PROBLEM DESCRIPTION:
Copy exactly the stretch of data below from the line with "M 858,560 L 885,663" through the line with "M 1570,337 L 1570,346", including both of those lines.

===== THE DATA

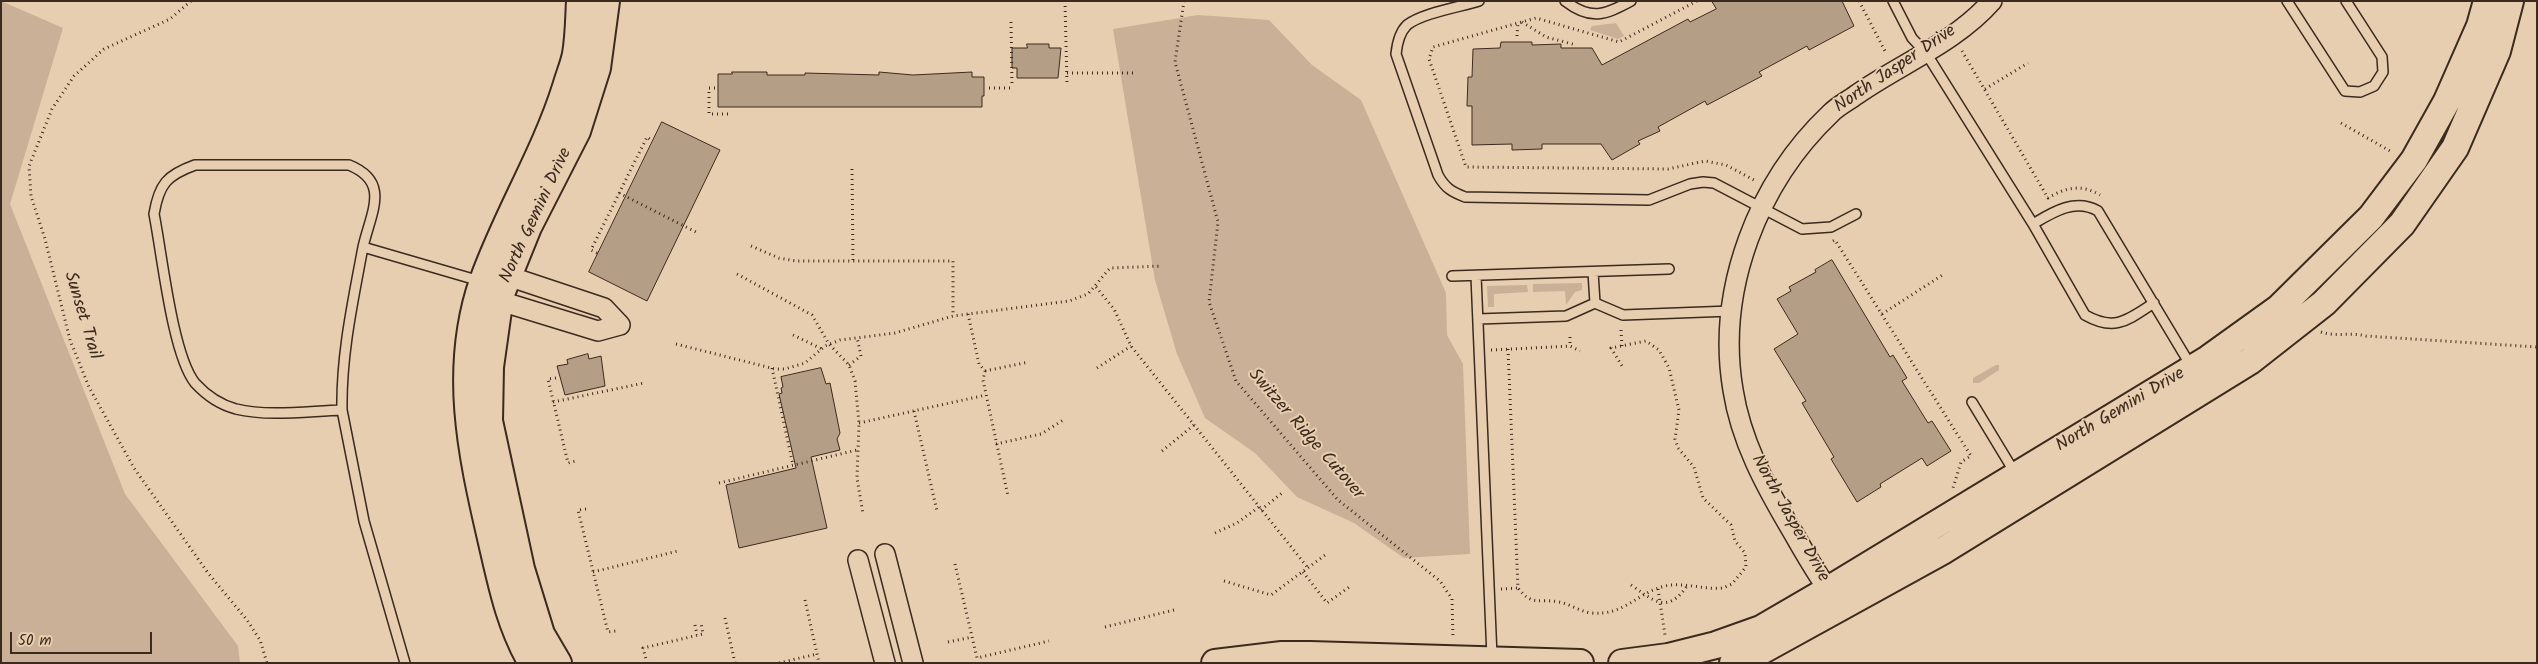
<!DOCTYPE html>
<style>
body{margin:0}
#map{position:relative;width:2538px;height:664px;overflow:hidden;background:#e8ceb0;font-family:Kalam,sans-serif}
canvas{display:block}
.frame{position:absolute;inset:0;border:2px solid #3b2a1e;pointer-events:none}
.scale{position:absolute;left:10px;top:632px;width:142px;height:22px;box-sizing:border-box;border:2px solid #3b2a1e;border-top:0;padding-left:6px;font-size:15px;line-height:18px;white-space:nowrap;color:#3b2a1e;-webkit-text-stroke:4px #e8ceb0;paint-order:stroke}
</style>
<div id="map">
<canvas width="2538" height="664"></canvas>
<div class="frame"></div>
<div class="scale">50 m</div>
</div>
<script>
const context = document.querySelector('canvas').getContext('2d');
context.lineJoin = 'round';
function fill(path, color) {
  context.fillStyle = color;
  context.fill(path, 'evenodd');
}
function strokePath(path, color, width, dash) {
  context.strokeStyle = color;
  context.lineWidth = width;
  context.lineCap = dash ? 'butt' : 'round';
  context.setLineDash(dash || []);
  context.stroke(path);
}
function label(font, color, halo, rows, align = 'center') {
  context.font = font + ' Kalam,sans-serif';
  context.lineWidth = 4;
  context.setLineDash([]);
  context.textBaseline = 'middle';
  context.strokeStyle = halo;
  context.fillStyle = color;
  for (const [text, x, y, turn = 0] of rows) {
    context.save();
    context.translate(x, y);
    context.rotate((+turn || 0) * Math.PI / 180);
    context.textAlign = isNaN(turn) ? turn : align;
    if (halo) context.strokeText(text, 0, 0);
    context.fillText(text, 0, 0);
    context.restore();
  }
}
fill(new Path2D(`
 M 1,1 L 63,28 L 10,204 L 125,494 L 238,646 L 240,663 L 1,663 Z
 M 1198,15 L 1269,20 L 1312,65 L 1361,100 L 1446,293 L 1447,335 L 1463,364 L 1470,554 L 1404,558 L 1354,523 L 1297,497 L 1255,453 L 1205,418 L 1177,354 L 1155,280 L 1113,29 Z
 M 1616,23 L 1624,36 L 1618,39 L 1590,30 L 1592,26 Z
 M 1582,283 L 1582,290 L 1575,292 L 1566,305 L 1565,291 L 1533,292 L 1533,284 Z
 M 1527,285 L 1528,292 L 1494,294 L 1494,307 L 1488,307 L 1487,286 Z
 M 1996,365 L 1999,365 L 1999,370 L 1979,383 L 1973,383 L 1973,378 Z`), '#c9b096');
const building = new Path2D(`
 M 1712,1 L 1842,1 L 1854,26 L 1809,50 L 1807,46 L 1759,72 L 1762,76 L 1707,105 L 1705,101 L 1658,127 L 1660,131 L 1638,141 L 1640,144 L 1612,160 L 1601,144 L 1542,144 L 1542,149 L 1512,150 L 1512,144 L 1472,145 L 1472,106 L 1467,106 L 1468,77 L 1472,77 L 1473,49 L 1500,48 L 1501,42 L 1532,42 L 1532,45 L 1561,44 L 1561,48 L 1592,48 L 1602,65 L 1688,19 L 1690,22 L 1716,9 Z
 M 1027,44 L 1049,44 L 1049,48 L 1061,48 L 1058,78 L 1017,78 L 1017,68 L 1012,68 L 1012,48 L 1027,48 Z
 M 732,72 L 767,72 L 767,75 L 805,75 L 805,73 L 879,75 L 879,72 L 913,75 L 972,72 L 972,77 L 984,77 L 984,96 L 982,96 L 982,107 L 718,107 L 718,74 L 732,74 Z
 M 662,122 L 720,150 L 647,301 L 589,272 Z
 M 1832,260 L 1890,357 L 1893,355 L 1907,378 L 1902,381 L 1928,423 L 1932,421 L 1951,451 L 1927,466 L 1922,458 L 1880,484 L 1881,487 L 1857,502 L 1831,459 L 1834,457 L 1802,403 L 1806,401 L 1774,349 L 1798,334 L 1777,299 L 1791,291 L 1789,287 L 1816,272 L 1815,270 Z
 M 588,354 L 589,359 L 601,356 L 605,386 L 565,395 L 557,366 L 568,364 L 567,360 Z
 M 821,368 L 826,384 L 830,383 L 840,433 L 837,439 L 840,450 L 811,457 L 827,528 L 739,548 L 726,485 L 796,468 L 779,394 L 782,393 L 781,388 L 783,387 L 781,377 Z`);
fill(building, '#b49e85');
strokePath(building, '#3b2a1e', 1);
const lane = new Path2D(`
 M 1479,1 C 1460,7 1422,13 1407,25 C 1399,33 1397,44 1396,54 L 1438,175 C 1445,188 1452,192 1465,197 L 1649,200 L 1690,184 L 1703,182 L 1714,183 L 1802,229 L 1831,227 L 1856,214
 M 1565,1 C 1591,21 1605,15 1631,1
 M 1893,1 L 1912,38 L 1926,53 L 2033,224 C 2053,212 2075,198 2098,211 L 2191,366
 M 2287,1 L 2345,91 L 2360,92 L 2374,86 L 2383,72 L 2382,57 L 2346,1
 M 2033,224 L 2085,315 C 2115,332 2128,320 2154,303
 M 363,247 C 371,212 391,182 349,165 L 195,165 C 167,175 159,184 154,214 C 162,253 172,354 195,383 C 206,395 221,405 236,409 C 270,417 308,411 342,410 C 341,355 353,301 363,247 L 480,281
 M 1593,272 L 1595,303
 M 1452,276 L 1669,269
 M 1476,276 L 1492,657
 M 1478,319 L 1566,316 L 1595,303 L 1623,315 L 1731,311
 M 1972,402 L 2015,473
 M 342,410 L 364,521 L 405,663`);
const street = new Path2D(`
 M 487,297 L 598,331 L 620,325 L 604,308 L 496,272
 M 885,554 L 913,663
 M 858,560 L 885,663
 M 1835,599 C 1818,577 1805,553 1791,529 C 1765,485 1741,441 1733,390 C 1716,289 1758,182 1831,113 C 1838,106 1848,101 1856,95 C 1900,64 1955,43 1992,1`);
const secondary = new Path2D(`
 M 532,663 C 509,624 501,581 491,538 C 471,452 453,368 483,281 C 507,214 545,154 566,87 C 569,76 574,65 576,54 C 579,37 579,19 580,1
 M 558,663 L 541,634 L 521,569 L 489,421 L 490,367 L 500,296 L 528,227 L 577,131 L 597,68 L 606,1
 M 1215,663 L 1282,655 L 1310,655 L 1580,663
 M 1622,663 L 1668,657 L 1716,645 L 1761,629 L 1828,590 L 2208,359 L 2279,308 L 2371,217 L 2414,160 L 2447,101 L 2480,26 L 2487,1
 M 1733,663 L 1759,652 L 1944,550 L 2250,361 L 2324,303 L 2402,224 L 2455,148 L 2497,51 L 2510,1`);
strokePath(lane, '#3b2a1e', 12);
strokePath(street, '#3b2a1e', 22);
strokePath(secondary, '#3b2a1e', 30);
strokePath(new Path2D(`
 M 191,1 L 170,19 L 104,49 L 74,76 L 52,109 L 29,166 L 31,196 L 45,239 L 70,340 L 89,387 L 134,468 L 208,573 L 247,620 L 260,640 L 267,663
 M 1065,1 L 1067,85
 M 1184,1 L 1175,62 L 1218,222 L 1209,302 L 1236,381 L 1338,500 L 1440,581 L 1452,599 L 1453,639
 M 1697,1 L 1619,42 L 1536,18 L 1433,47 L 1429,59 L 1466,167 L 1668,169 L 1705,161 L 1726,165 L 1754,180
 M 1859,1 L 1886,53
 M 1011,22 L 1012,85
 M 1522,22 L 1546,37 L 1576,45
 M 1517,36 L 1518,23
 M 1962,51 L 2048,198 C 2066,187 2082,184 2100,195
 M 1067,73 L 1135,73
 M 715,88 L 709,88 L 709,114 L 728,114
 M 989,88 L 1012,88
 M 1985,89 L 2028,63
 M 2341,123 L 2392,152
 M 852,169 L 853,260
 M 619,193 L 696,232
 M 1833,241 L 1835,240 L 1971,456 L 1961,462 L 1953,488
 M 751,246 L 779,258 L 796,261 L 953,261 L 953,316
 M 597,253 L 591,250 L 647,137 L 651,140
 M 737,274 L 812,315 L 829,344 L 849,365 L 855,381 L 859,423 L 857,478 L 863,514
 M 1096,287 L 1114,309 L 1131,346 L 1308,568
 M 968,314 L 979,364 L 985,371 L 983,380 L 1008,496
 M 1882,314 L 1944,274
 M 1621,330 L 1622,346
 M 2321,332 C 2335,337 2351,332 2366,336 L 2537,347
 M 793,335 L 822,349
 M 1570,337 L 1570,346
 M 676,344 L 775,369 L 785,369 L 805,363 L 825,346 L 840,340 L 895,333 L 953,316 L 1069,301 L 1088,294 L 1110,268 L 1162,266
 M 1508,349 L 1518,588 C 1532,607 1540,598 1559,602 C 1570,604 1579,611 1591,613 C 1625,616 1636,593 1665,586 C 1684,582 1704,590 1723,588 L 1732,584 L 1746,567 L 1745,553 L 1735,541 L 1731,525 L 1703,498 L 1694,467 L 1678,448 L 1675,439 L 1679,410 L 1669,368 L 1659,350 L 1646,341 L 1611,348 L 1622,366
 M 1491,350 L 1570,346 L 1580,351
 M 849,365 L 861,356 L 857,337
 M 772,368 L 793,465
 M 1097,368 L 1131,346
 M 985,371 L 1029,362
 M 556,378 L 548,379 L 568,463 L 576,461
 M 553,402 L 644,383
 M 914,411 L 937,511
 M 859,423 L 986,395
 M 996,444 L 1041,434 L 1065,419
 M 1162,451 L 1194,425
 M 719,483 L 857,450
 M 586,509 L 578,510 L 608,632 L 616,631
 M 1261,510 L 1282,493
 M 1215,533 L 1237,523 L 1259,507
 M 955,564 L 977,658 L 1049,641
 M 593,572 L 678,551
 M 1303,572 L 1327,603 L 1352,585
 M 1224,581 L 1271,595 L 1328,553
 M 1631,585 C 1653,600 1667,615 1687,586
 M 1501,589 L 1518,588
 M 1658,589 L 1665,635
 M 805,600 L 819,663
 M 725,618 L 735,663
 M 695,625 L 697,635
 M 1105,627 L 1174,610
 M 948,642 L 972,637
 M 647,663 L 643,648 L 703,634 L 701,623
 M 779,663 L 817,654`), '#3b2a1e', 3, [1, 4]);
strokePath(lane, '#e8ceb0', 9);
strokePath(street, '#e8ceb0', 19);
strokePath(secondary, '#e8ceb0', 26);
label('18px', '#3b2a1e', '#e8ceb0', [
 ["North Jasper Drive",1896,70,-34],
 ["North Gemini Drive",537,216,-65],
 ["Sunset Trail",81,316,73],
 ["North Gemini Drive",2121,411,-31],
 ["Switzer Ridge Cutover",1305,435,49],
 ["North Jasper Drive",1789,519,61]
]);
</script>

==========

TASK RESPONSE:
 M 858,560 L 885,663
 M 1835,599 C 1818,577 1805,553 1791,529 C 1765,485 1741,441 1733,390 C 1716,289 1758,182 1831,113 C 1838,106 1848,101 1856,95 C 1900,64 1955,43 1992,1`);
const secondary = new Path2D(`
 M 532,663 C 509,624 501,581 491,538 C 471,452 453,368 483,281 C 507,214 545,154 566,87 C 569,76 574,65 576,54 C 579,37 579,19 580,1
 M 558,663 L 541,634 L 521,569 L 489,421 L 490,367 L 500,296 L 528,227 L 577,131 L 597,68 L 606,1
 M 1215,663 L 1282,655 L 1310,655 L 1580,663
 M 1622,663 L 1668,657 L 1716,645 L 1761,629 L 1828,590 L 2208,359 L 2279,308 L 2371,217 L 2414,160 L 2447,101 L 2480,26 L 2487,1
 M 1733,663 L 1759,652 L 1944,550 L 2250,361 L 2324,303 L 2402,224 L 2455,148 L 2497,51 L 2510,1`);
strokePath(lane, '#3b2a1e', 12);
strokePath(street, '#3b2a1e', 22);
strokePath(secondary, '#3b2a1e', 30);
strokePath(new Path2D(`
 M 191,1 L 170,19 L 104,49 L 74,76 L 52,109 L 29,166 L 31,196 L 45,239 L 70,340 L 89,387 L 134,468 L 208,573 L 247,620 L 260,640 L 267,663
 M 1065,1 L 1067,85
 M 1184,1 L 1175,62 L 1218,222 L 1209,302 L 1236,381 L 1338,500 L 1440,581 L 1452,599 L 1453,639
 M 1697,1 L 1619,42 L 1536,18 L 1433,47 L 1429,59 L 1466,167 L 1668,169 L 1705,161 L 1726,165 L 1754,180
 M 1859,1 L 1886,53
 M 1011,22 L 1012,85
 M 1522,22 L 1546,37 L 1576,45
 M 1517,36 L 1518,23
 M 1962,51 L 2048,198 C 2066,187 2082,184 2100,195
 M 1067,73 L 1135,73
 M 715,88 L 709,88 L 709,114 L 728,114
 M 989,88 L 1012,88
 M 1985,89 L 2028,63
 M 2341,123 L 2392,152
 M 852,169 L 853,260
 M 619,193 L 696,232
 M 1833,241 L 1835,240 L 1971,456 L 1961,462 L 1953,488
 M 751,246 L 779,258 L 796,261 L 953,261 L 953,316
 M 597,253 L 591,250 L 647,137 L 651,140
 M 737,274 L 812,315 L 829,344 L 849,365 L 855,381 L 859,423 L 857,478 L 863,514
 M 1096,287 L 1114,309 L 1131,346 L 1308,568
 M 968,314 L 979,364 L 985,371 L 983,380 L 1008,496
 M 1882,314 L 1944,274
 M 1621,330 L 1622,346
 M 2321,332 C 2335,337 2351,332 2366,336 L 2537,347
 M 793,335 L 822,349
 M 1570,337 L 1570,346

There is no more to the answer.